**WHAT YOU SHOULD DO**
Each line from the first line of the entries through the line holding "function write(font, color, halo, rows, align" is to be restated word for word; nothing else, and no picture, belongs in the answer.

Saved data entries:
--------

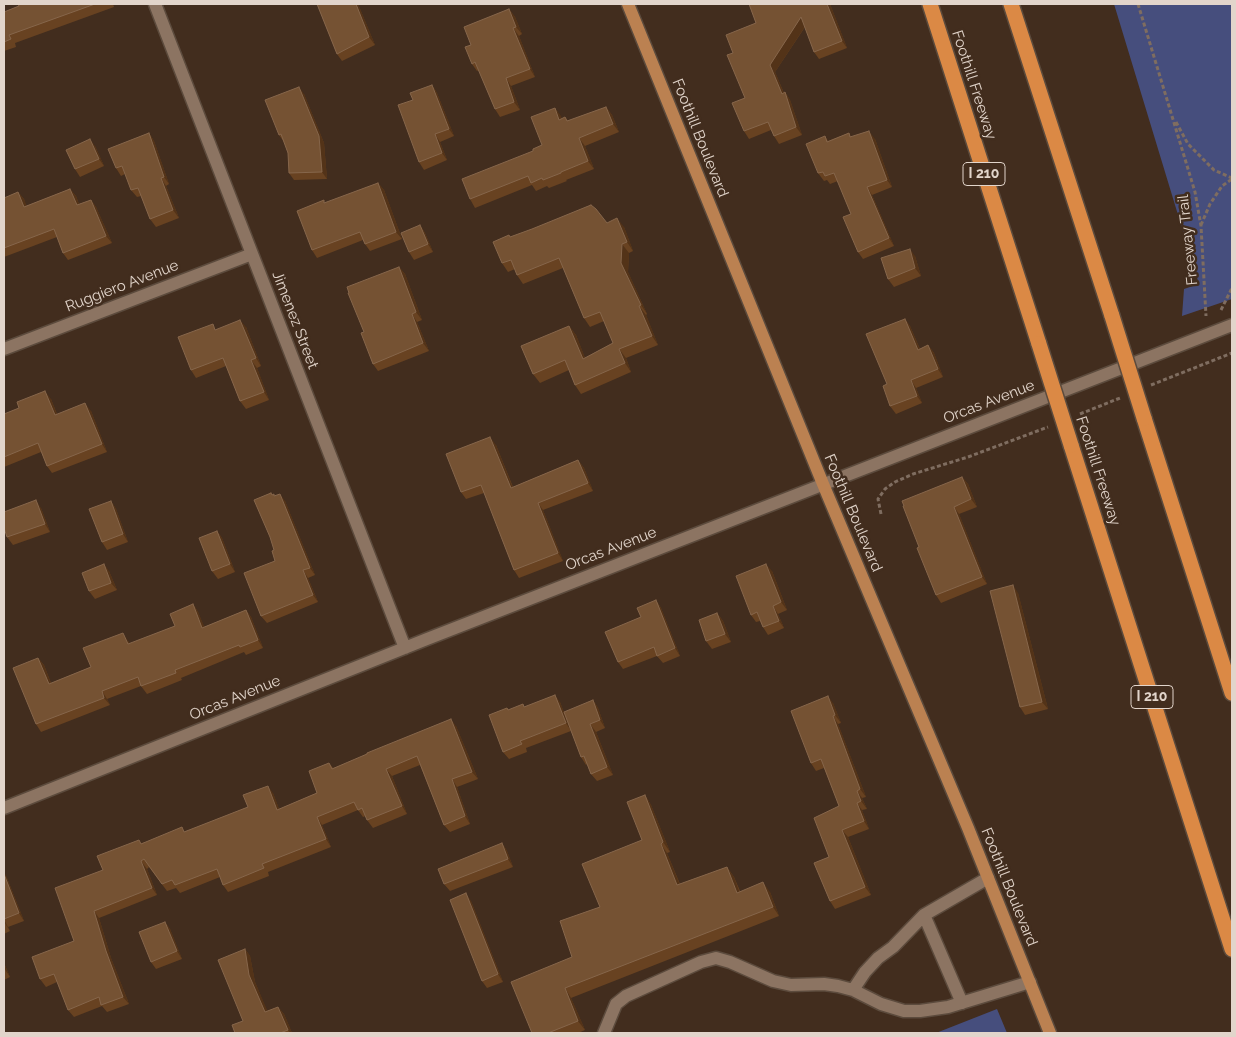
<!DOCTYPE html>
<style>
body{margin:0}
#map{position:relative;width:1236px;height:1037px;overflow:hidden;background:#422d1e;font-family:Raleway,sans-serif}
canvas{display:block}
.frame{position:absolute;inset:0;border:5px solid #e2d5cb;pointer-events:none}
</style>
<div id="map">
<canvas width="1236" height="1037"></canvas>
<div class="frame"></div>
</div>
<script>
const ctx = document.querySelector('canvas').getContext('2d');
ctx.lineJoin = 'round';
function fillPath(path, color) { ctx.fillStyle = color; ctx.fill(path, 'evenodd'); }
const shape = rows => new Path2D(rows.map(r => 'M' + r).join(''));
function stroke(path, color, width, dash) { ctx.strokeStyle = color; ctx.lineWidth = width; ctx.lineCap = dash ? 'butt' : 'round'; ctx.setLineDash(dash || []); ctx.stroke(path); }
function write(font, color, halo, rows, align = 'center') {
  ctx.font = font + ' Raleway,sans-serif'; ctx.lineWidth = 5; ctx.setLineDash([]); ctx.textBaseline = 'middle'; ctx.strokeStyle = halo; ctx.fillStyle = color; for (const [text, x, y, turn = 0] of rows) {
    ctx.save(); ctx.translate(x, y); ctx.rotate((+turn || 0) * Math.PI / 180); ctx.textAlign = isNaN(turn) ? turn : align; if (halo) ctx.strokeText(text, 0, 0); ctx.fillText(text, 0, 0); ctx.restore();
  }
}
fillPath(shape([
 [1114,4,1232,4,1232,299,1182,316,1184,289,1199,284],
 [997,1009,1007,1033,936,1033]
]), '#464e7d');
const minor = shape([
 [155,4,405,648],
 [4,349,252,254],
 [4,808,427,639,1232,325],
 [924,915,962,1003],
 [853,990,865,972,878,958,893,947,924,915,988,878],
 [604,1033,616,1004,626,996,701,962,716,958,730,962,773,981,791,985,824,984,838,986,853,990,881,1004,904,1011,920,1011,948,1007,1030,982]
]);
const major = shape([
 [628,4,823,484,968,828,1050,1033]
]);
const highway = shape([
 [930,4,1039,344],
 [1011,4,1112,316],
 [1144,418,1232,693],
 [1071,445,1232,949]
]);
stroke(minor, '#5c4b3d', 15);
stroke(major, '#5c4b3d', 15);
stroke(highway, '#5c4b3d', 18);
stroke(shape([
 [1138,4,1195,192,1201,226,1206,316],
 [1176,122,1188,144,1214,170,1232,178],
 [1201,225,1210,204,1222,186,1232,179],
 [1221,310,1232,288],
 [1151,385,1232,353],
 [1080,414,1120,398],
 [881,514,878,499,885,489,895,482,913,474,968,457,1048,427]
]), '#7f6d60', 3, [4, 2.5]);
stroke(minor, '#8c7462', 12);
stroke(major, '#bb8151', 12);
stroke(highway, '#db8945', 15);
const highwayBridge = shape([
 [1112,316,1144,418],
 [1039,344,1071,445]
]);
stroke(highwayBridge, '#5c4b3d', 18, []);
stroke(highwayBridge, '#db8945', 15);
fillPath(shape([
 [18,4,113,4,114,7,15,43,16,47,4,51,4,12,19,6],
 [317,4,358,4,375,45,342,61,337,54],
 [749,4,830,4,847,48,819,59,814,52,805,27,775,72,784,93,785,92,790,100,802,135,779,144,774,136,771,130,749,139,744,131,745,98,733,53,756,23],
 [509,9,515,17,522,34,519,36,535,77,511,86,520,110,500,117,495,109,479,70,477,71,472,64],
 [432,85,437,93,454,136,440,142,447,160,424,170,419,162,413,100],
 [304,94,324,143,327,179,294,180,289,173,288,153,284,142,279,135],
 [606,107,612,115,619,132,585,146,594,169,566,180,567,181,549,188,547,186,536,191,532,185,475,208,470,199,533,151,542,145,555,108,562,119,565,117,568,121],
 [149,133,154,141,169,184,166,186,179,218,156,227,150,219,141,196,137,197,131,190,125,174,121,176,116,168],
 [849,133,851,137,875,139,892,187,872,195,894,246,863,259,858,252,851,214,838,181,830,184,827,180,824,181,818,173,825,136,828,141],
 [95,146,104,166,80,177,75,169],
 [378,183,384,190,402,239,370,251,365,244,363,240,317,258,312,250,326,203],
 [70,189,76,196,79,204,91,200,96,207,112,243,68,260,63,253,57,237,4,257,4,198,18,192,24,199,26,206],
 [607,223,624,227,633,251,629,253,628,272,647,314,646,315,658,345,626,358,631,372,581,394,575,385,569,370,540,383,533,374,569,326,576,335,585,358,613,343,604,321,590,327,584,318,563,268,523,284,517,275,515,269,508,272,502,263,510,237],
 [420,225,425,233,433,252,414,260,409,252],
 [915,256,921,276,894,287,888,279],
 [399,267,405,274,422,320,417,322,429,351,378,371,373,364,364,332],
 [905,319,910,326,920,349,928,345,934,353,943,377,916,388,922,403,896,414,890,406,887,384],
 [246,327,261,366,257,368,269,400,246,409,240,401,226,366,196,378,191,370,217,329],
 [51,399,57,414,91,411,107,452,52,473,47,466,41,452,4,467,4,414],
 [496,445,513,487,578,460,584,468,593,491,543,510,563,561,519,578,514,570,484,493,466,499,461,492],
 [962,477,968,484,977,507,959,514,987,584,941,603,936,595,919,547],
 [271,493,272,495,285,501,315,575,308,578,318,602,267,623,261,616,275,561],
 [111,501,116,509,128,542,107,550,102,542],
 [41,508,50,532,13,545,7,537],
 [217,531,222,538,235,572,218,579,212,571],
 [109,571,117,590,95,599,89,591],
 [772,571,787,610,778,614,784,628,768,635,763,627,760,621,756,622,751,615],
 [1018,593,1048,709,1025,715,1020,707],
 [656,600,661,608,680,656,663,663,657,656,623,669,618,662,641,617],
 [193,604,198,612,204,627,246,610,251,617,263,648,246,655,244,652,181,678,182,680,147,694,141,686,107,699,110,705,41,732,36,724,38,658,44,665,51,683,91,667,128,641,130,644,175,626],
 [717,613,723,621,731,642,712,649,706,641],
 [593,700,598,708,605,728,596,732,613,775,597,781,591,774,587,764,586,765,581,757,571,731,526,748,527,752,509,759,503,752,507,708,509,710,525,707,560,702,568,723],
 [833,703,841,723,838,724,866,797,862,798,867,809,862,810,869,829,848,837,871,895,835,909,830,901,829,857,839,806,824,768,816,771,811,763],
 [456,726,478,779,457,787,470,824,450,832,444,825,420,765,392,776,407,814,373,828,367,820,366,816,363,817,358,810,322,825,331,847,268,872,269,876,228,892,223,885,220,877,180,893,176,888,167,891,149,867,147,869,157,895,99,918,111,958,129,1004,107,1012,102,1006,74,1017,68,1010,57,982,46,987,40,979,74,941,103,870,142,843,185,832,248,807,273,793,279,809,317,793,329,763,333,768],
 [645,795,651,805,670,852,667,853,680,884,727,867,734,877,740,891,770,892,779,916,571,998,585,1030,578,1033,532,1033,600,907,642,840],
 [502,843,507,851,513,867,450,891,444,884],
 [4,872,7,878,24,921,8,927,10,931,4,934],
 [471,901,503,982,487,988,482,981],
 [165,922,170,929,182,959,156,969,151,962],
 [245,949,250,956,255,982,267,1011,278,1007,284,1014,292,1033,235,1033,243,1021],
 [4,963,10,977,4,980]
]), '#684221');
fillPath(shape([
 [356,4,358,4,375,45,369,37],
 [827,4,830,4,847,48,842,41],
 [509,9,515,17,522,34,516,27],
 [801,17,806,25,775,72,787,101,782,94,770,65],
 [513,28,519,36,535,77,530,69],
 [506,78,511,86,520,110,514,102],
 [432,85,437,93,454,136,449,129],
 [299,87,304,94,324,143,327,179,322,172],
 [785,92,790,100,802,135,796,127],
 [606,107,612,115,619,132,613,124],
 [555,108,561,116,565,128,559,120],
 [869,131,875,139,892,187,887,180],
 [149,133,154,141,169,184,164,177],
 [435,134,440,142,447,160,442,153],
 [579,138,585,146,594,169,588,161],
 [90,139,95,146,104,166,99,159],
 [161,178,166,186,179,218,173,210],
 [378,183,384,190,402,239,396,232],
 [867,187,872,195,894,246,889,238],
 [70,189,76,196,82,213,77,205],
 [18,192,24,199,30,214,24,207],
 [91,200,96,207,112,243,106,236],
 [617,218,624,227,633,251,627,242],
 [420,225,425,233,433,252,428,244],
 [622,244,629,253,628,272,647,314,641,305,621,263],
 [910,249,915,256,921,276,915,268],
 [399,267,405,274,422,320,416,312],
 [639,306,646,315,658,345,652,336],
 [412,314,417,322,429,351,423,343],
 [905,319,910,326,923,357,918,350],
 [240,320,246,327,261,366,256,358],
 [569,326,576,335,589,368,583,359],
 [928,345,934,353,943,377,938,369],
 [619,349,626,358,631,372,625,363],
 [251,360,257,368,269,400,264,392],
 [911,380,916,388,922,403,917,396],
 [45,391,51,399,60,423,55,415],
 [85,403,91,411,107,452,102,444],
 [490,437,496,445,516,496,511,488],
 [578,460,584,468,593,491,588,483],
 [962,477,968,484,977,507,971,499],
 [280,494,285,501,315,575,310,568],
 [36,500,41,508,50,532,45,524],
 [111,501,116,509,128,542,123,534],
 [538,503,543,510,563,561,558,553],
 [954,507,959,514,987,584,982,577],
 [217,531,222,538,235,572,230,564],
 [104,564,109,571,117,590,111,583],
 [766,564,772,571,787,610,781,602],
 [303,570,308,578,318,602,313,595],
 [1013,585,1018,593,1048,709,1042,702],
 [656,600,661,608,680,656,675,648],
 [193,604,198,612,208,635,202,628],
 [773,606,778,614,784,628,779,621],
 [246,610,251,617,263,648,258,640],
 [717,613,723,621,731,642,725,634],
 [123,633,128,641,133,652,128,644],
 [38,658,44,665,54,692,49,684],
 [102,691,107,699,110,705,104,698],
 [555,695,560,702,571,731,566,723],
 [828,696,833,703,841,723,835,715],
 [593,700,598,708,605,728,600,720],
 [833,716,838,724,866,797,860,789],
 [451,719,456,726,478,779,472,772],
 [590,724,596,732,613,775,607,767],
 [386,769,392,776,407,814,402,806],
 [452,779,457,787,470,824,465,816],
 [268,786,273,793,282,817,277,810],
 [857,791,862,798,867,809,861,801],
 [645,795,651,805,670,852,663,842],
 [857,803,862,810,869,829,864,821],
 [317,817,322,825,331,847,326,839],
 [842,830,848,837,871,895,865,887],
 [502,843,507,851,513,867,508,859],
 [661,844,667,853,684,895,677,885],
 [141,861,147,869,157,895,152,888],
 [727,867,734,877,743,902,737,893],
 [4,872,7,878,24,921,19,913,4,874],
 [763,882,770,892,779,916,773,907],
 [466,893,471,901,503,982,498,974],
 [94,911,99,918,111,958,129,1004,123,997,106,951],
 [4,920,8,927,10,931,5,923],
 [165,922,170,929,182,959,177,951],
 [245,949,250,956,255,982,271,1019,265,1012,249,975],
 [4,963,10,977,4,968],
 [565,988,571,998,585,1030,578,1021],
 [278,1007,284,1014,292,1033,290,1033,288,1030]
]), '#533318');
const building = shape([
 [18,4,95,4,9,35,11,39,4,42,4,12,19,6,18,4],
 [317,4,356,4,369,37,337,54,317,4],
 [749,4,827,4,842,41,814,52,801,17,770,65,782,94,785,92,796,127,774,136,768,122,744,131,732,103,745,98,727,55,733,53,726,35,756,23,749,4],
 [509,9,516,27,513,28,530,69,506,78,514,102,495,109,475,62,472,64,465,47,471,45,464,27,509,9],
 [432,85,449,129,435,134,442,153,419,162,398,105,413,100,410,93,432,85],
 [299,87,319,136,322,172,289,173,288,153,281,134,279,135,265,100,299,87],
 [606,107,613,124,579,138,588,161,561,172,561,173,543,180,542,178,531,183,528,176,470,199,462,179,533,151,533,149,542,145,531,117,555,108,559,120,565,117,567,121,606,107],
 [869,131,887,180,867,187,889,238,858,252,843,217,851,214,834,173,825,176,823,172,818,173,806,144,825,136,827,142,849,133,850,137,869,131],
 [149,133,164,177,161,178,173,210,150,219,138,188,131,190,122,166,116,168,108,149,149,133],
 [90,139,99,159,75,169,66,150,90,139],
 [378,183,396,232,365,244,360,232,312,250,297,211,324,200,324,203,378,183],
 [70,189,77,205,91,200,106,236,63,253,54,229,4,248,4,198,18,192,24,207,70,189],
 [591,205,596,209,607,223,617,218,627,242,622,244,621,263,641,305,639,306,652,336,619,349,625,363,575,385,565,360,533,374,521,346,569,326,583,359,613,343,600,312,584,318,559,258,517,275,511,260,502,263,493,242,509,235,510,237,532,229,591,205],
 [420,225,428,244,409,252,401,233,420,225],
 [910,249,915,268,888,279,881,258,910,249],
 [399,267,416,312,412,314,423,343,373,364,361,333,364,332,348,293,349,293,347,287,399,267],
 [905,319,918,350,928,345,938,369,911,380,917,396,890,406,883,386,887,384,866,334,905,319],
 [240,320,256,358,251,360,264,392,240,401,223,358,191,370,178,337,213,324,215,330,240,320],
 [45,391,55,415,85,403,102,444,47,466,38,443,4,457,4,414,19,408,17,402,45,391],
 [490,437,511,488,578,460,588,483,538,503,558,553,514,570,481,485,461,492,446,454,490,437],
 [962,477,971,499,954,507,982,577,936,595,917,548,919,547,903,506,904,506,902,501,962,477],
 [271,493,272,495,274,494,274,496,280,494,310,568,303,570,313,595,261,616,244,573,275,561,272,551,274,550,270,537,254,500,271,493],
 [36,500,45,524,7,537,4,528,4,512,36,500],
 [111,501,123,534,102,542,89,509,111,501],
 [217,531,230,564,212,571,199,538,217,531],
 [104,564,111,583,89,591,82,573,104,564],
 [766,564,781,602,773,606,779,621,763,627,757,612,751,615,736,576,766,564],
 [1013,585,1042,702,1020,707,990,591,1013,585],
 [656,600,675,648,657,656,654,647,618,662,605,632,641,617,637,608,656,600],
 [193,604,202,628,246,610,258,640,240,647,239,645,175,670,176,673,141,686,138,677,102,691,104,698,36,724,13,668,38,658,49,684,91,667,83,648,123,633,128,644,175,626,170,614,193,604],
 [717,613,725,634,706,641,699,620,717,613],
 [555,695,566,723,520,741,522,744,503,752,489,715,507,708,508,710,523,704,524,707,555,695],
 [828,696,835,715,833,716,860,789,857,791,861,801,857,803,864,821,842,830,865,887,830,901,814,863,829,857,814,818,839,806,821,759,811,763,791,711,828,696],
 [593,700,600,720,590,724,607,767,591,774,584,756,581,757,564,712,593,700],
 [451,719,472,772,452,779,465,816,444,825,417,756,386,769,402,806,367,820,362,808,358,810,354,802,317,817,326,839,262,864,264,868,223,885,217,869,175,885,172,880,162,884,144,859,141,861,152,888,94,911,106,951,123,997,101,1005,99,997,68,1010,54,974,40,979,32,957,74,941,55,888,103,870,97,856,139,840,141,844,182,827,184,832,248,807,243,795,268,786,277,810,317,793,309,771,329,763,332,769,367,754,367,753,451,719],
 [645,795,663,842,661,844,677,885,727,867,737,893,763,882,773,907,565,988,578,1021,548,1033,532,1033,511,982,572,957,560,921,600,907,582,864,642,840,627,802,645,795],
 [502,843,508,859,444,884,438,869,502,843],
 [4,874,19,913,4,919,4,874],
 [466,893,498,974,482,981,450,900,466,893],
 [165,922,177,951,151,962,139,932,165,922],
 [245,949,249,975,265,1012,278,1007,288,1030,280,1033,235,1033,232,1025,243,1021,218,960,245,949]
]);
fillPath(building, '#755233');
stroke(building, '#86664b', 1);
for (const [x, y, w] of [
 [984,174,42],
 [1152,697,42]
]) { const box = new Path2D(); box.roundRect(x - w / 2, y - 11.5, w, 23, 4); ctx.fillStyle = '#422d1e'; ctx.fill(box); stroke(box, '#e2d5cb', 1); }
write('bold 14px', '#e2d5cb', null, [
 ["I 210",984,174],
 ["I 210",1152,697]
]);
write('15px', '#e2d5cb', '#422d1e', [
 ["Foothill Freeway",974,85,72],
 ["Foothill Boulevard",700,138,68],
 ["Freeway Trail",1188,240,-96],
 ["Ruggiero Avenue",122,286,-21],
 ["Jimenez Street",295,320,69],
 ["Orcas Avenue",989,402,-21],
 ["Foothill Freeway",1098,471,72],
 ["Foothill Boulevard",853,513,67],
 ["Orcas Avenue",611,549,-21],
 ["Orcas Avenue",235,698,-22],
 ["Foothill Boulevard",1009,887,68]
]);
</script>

--------

**EXERCISE RESULT**
<!DOCTYPE html>
<style>
body{margin:0}
#map{position:relative;width:1236px;height:1037px;overflow:hidden;background:#422d1e;font-family:Raleway,sans-serif}
canvas{display:block}
.frame{position:absolute;inset:0;border:5px solid #e2d5cb;pointer-events:none}
</style>
<div id="map">
<canvas width="1236" height="1037"></canvas>
<div class="frame"></div>
</div>
<script>
const ctx = document.querySelector('canvas').getContext('2d');
ctx.lineJoin = 'round';
function fillPath(path, color) { ctx.fillStyle = color; ctx.fill(path, 'evenodd'); }
const shape = rows => new Path2D(rows.map(r => 'M' + r).join(''));
function stroke(path, color, width, dash) { ctx.strokeStyle = color; ctx.lineWidth = width; ctx.lineCap = dash ? 'butt' : 'round'; ctx.setLineDash(dash || []); ctx.stroke(path); }
function write(font, color, halo, rows, align = 'center') {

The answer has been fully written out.